[Your instructions]: Every entry below should be written out exactly, and no image should appear.

[Data to process]:

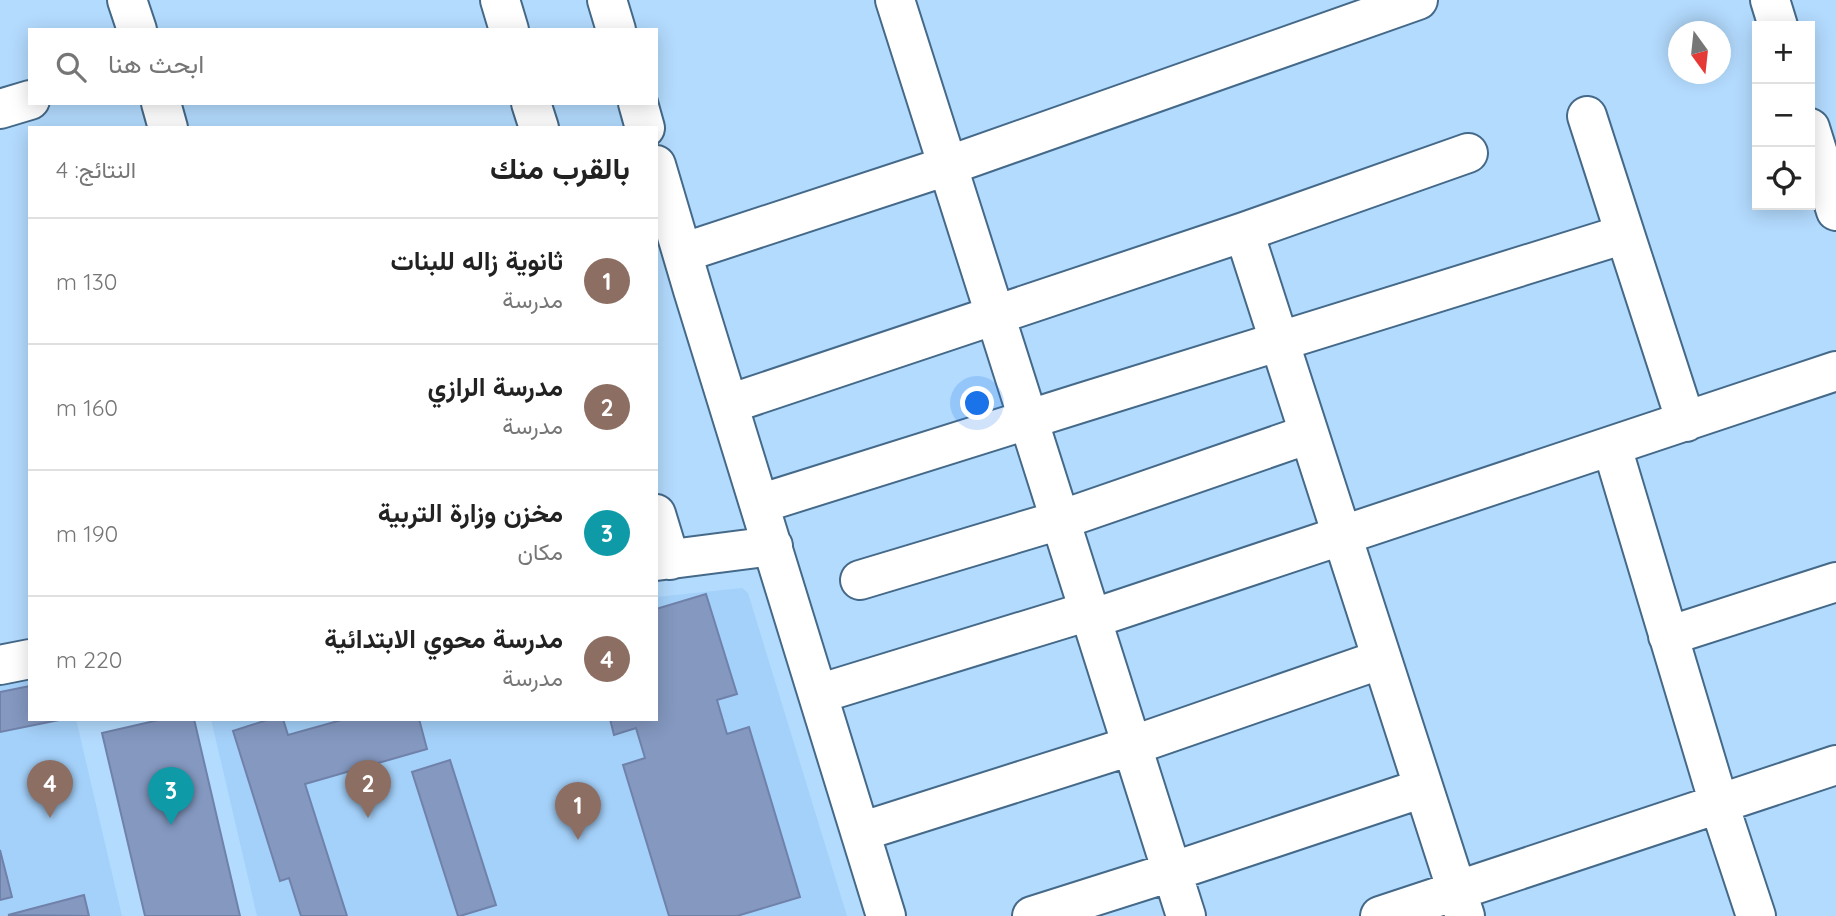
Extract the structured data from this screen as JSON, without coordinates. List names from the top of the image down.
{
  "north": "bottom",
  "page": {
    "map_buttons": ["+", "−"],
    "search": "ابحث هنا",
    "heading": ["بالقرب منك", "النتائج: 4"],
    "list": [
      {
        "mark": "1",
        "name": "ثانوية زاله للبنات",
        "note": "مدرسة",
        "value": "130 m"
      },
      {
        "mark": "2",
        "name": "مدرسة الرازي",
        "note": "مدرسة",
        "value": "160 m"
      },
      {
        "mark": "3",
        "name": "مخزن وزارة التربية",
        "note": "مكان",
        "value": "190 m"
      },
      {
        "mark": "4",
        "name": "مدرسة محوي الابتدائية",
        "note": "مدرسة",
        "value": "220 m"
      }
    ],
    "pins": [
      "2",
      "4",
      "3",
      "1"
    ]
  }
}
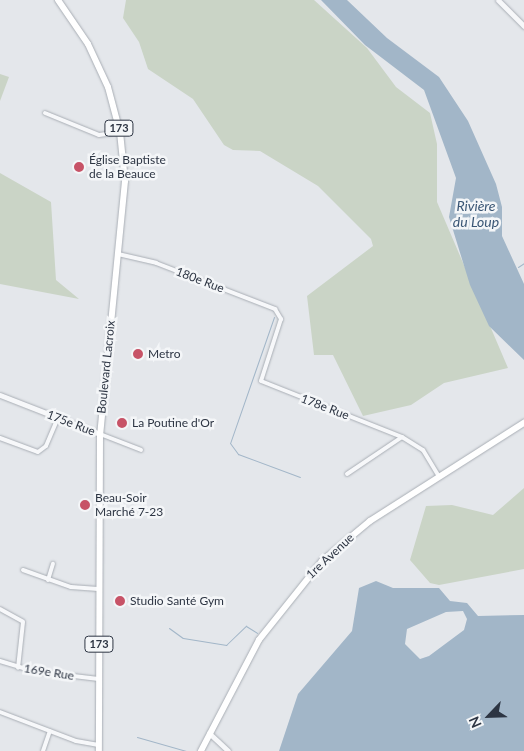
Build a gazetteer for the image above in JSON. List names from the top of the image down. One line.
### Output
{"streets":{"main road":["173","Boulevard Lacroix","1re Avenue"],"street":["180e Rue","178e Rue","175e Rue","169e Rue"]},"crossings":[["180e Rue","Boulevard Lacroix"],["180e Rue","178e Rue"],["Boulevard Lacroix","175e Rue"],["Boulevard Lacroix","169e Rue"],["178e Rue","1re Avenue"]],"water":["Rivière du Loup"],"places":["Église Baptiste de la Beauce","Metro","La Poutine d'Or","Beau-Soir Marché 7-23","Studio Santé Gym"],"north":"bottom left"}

[Task response]:
Extract the structured data from this screen as JSON, without coordinates. List names from the top of the image down.
{
  "north": "bottom",
  "page": {
    "map_buttons": ["+", "−"],
    "search": "ابحث هنا",
    "heading": ["بالقرب منك", "النتائج: 4"],
    "list": [
      {
        "mark": "1",
        "name": "ثانوية زاله للبنات",
        "note": "مدرسة",
        "value": "130 m"
      },
      {
        "mark": "2",
        "name": "مدرسة الرازي",
        "note": "مدرسة",
        "value": "160 m"
      },
      {
        "mark": "3",
        "name": "مخزن وزارة التربية",
        "note": "مكان",
        "value": "190 m"
      },
      {
        "mark": "4",
        "name": "مدرسة محوي الابتدائية",
        "note": "مدرسة",
        "value": "220 m"
      }
    ],
    "pins": [
      "2",
      "4",
      "3",
      "1"
    ]
  }
}
Build a gazetteer for the image above in JSON. List names from the top of the image down. One line.
### Output
{"streets":{"main road":["173","Boulevard Lacroix","1re Avenue"],"street":["180e Rue","178e Rue","175e Rue","169e Rue"]},"crossings":[["180e Rue","Boulevard Lacroix"],["180e Rue","178e Rue"],["Boulevard Lacroix","175e Rue"],["Boulevard Lacroix","169e Rue"],["178e Rue","1re Avenue"]],"water":["Rivière du Loup"],"places":["Église Baptiste de la Beauce","Metro","La Poutine d'Or","Beau-Soir Marché 7-23","Studio Santé Gym"],"north":"bottom left"}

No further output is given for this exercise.